- _Exercise directions_
The lines below that include the word "bounding" are to be reported.

[Input for this task Boundary: Start]

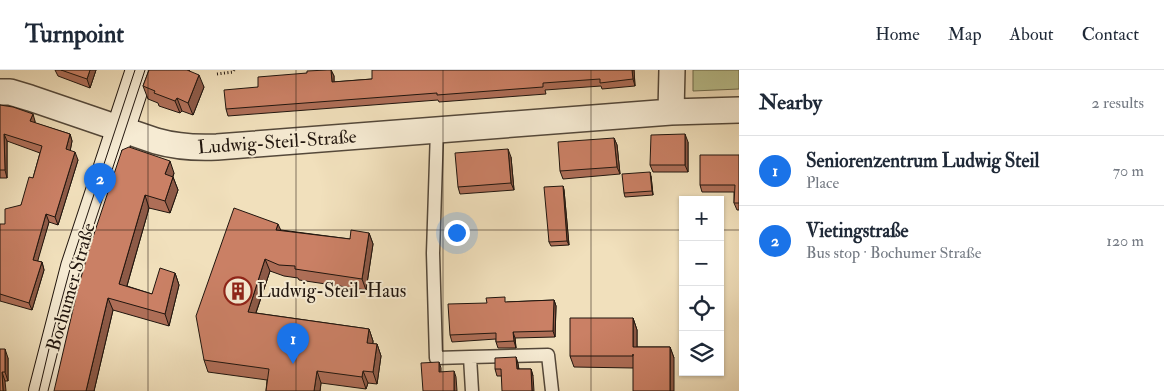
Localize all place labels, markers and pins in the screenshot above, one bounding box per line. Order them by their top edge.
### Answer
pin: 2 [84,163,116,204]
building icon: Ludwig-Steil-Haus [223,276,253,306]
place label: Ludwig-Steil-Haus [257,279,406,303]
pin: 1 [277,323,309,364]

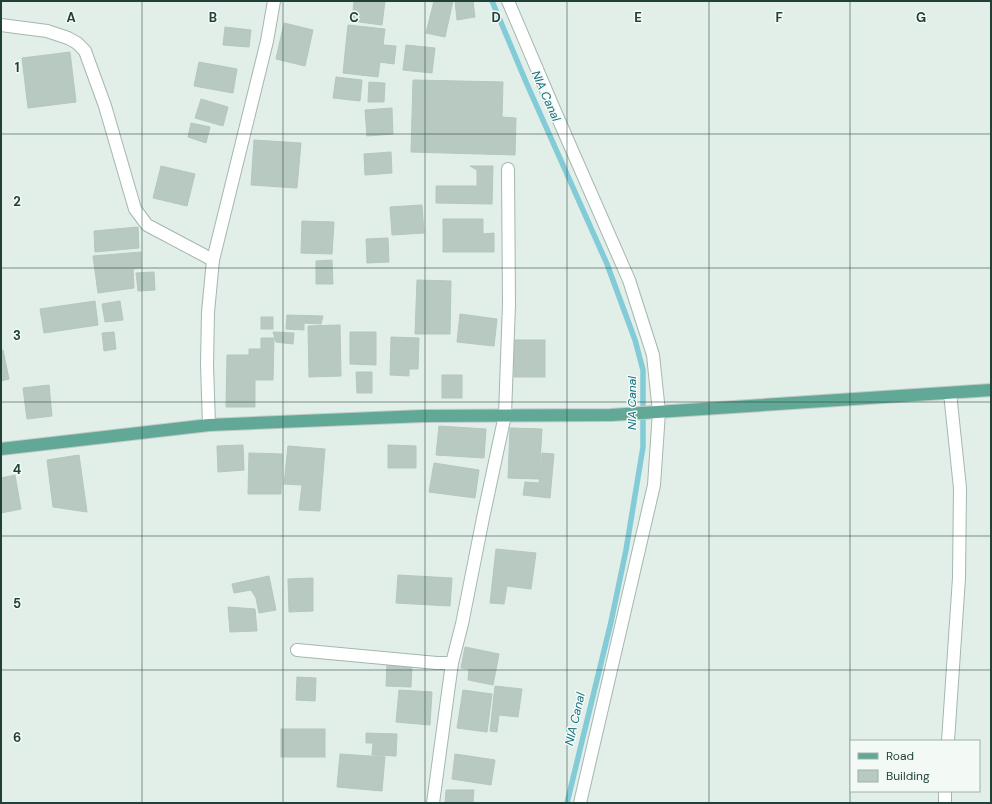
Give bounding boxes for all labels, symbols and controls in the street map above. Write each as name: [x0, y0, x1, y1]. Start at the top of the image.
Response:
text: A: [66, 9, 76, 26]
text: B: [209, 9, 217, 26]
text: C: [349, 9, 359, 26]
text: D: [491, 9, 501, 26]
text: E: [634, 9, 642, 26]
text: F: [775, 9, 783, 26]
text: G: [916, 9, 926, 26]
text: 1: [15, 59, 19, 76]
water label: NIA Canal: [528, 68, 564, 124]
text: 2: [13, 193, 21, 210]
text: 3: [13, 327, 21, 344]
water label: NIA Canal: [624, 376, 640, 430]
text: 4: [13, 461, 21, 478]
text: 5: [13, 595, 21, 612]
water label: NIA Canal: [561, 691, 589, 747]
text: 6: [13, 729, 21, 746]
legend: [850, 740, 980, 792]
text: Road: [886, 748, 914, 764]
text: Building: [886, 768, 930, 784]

[Input for this task Boundary: End]

- _Task answer_
Localize all place labels, markers and pins in the screenshot above, one bounding box per line. Order them by their top edge.
Give bounding boxes for all labels, symbols and controls in the street map above. Write each as name: [x0, y0, x1, y1]. Start at the top of the image.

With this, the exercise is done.